Problem to solve
Repeat exactly the lines that run from the one containing "Map reading. Serialize" to the end of the data, and leave out all others.

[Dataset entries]
########

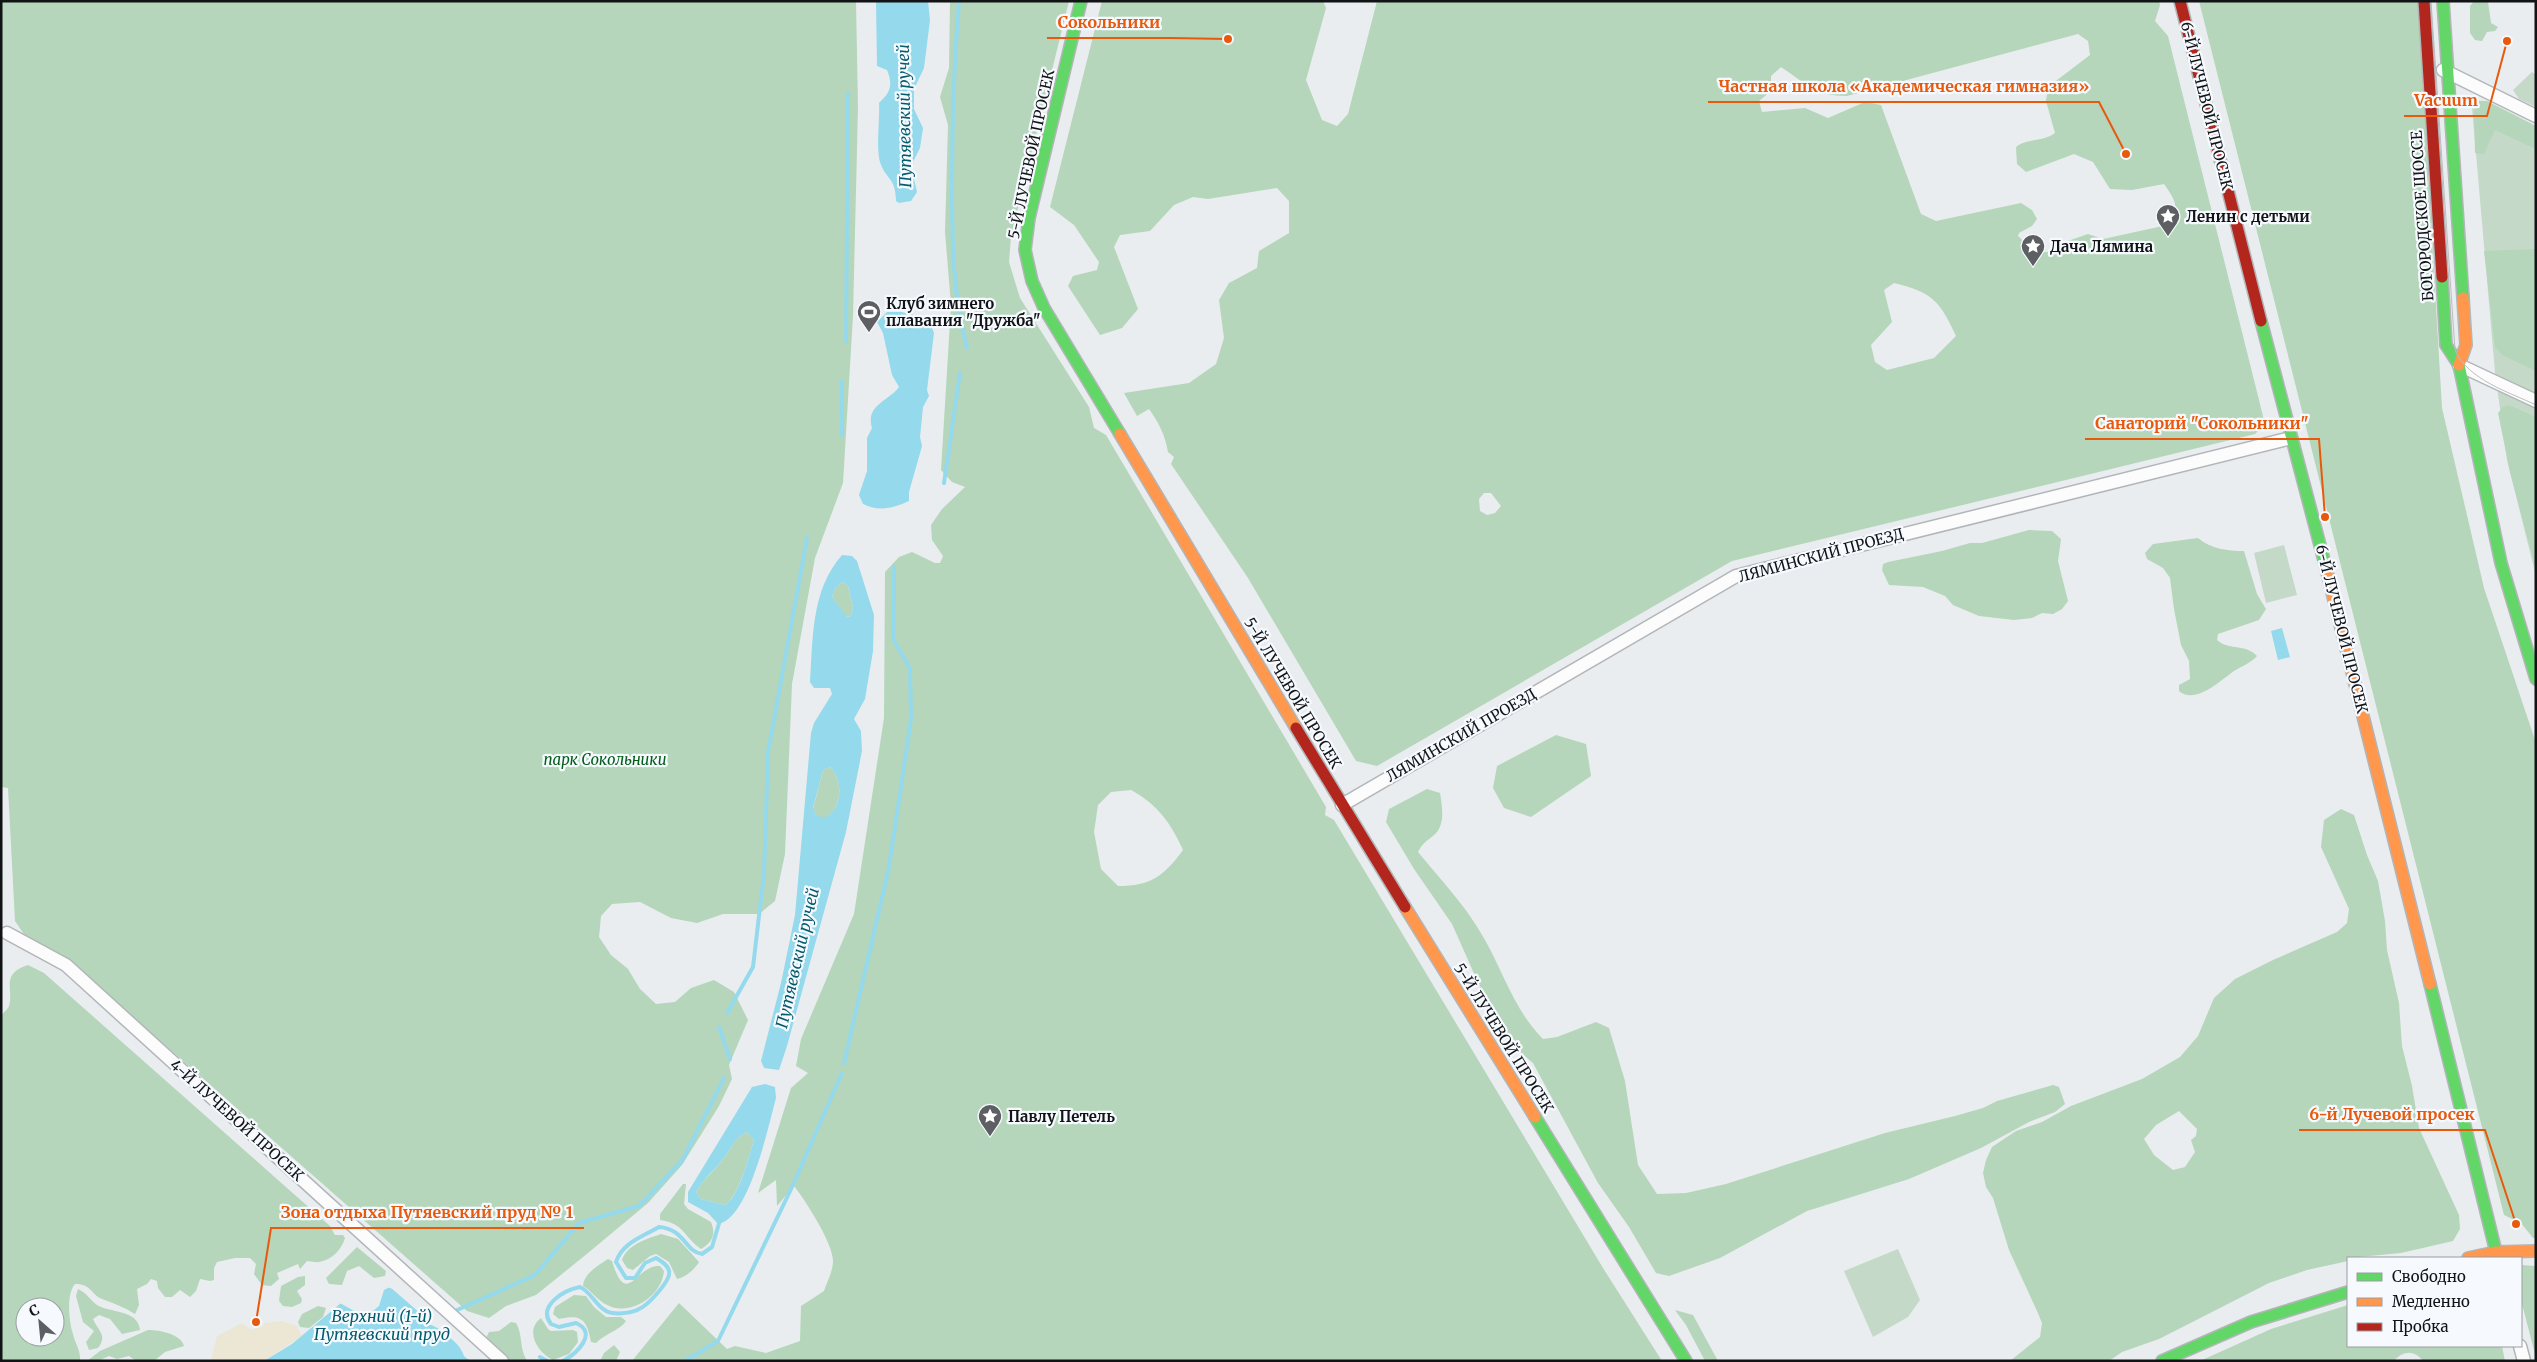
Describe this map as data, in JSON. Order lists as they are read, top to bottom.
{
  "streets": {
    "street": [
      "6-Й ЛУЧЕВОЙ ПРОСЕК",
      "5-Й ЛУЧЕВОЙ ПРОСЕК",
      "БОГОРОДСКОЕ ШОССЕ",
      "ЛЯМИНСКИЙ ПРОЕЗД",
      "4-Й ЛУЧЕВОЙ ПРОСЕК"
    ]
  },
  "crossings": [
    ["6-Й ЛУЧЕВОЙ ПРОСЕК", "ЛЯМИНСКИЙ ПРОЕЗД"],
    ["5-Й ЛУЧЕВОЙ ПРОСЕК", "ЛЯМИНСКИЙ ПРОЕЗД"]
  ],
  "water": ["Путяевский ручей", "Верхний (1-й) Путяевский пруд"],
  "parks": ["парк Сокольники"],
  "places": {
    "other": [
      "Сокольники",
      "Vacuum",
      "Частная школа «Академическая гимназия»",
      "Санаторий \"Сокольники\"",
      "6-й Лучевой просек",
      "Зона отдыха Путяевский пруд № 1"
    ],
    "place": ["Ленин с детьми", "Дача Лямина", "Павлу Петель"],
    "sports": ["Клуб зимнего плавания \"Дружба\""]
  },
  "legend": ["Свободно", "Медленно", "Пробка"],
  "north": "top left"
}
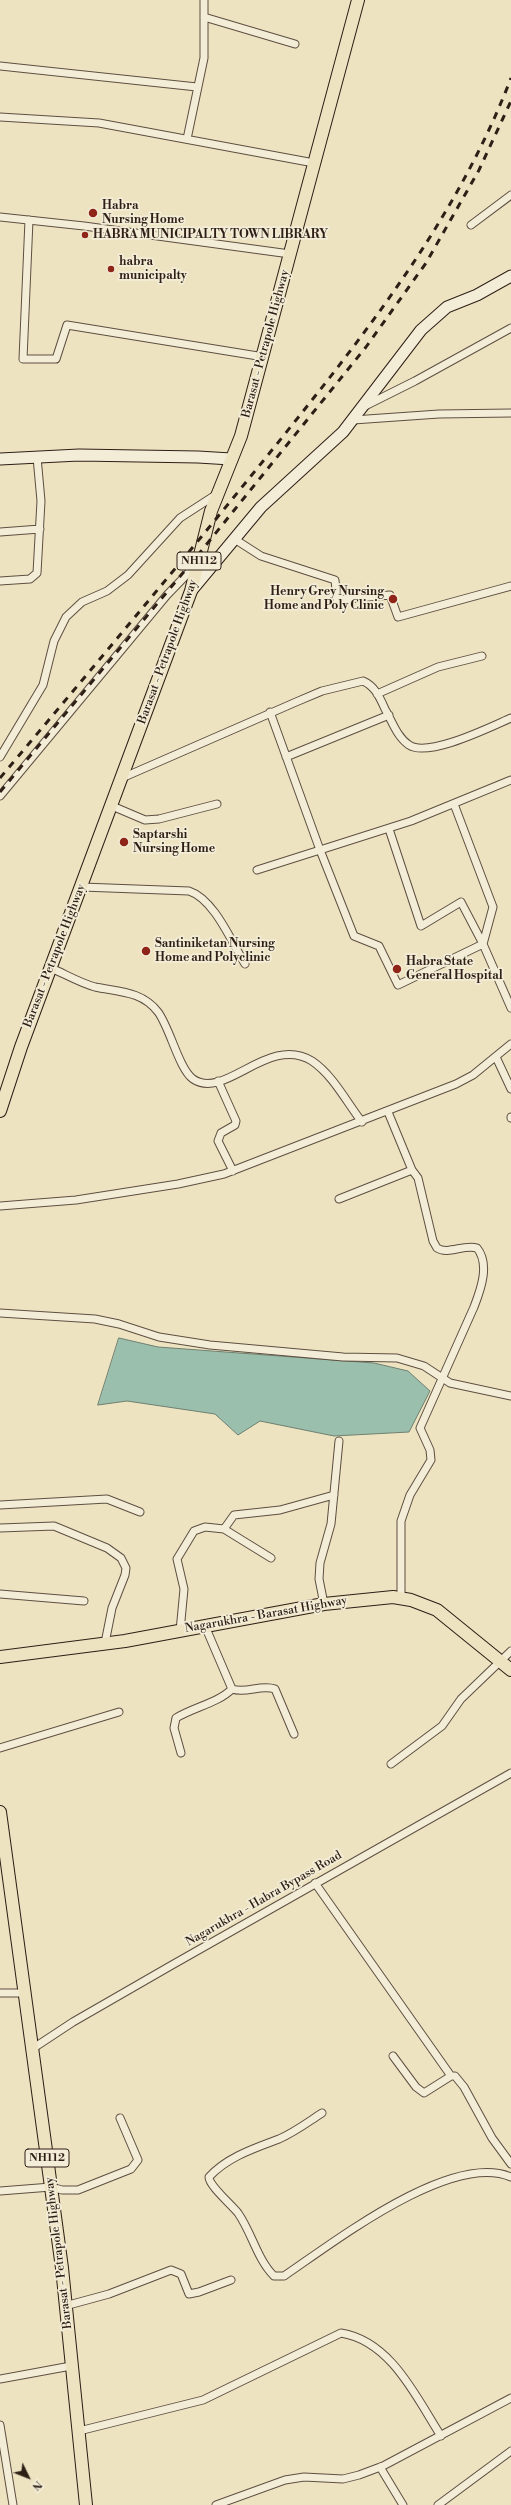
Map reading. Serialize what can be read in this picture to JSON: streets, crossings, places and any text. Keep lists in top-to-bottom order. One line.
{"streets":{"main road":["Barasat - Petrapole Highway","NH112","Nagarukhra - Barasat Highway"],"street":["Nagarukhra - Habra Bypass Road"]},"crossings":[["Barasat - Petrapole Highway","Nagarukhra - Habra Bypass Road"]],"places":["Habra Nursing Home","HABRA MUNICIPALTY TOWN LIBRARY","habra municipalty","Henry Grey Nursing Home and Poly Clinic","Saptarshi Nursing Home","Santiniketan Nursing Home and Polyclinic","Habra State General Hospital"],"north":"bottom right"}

########

Answer area
Map reading. Serialize what can be read in this picture to JSON: streets, crossings, places and any text. Keep lists in top-to-bottom order. One line.
{"streets":{"main road":["Barasat - Petrapole Highway","NH112","Nagarukhra - Barasat Highway"],"street":["Nagarukhra - Habra Bypass Road"]},"crossings":[["Barasat - Petrapole Highway","Nagarukhra - Habra Bypass Road"]],"places":["Habra Nursing Home","HABRA MUNICIPALTY TOWN LIBRARY","habra municipalty","Henry Grey Nursing Home and Poly Clinic","Saptarshi Nursing Home","Santiniketan Nursing Home and Polyclinic","Habra State General Hospital"],"north":"bottom right"}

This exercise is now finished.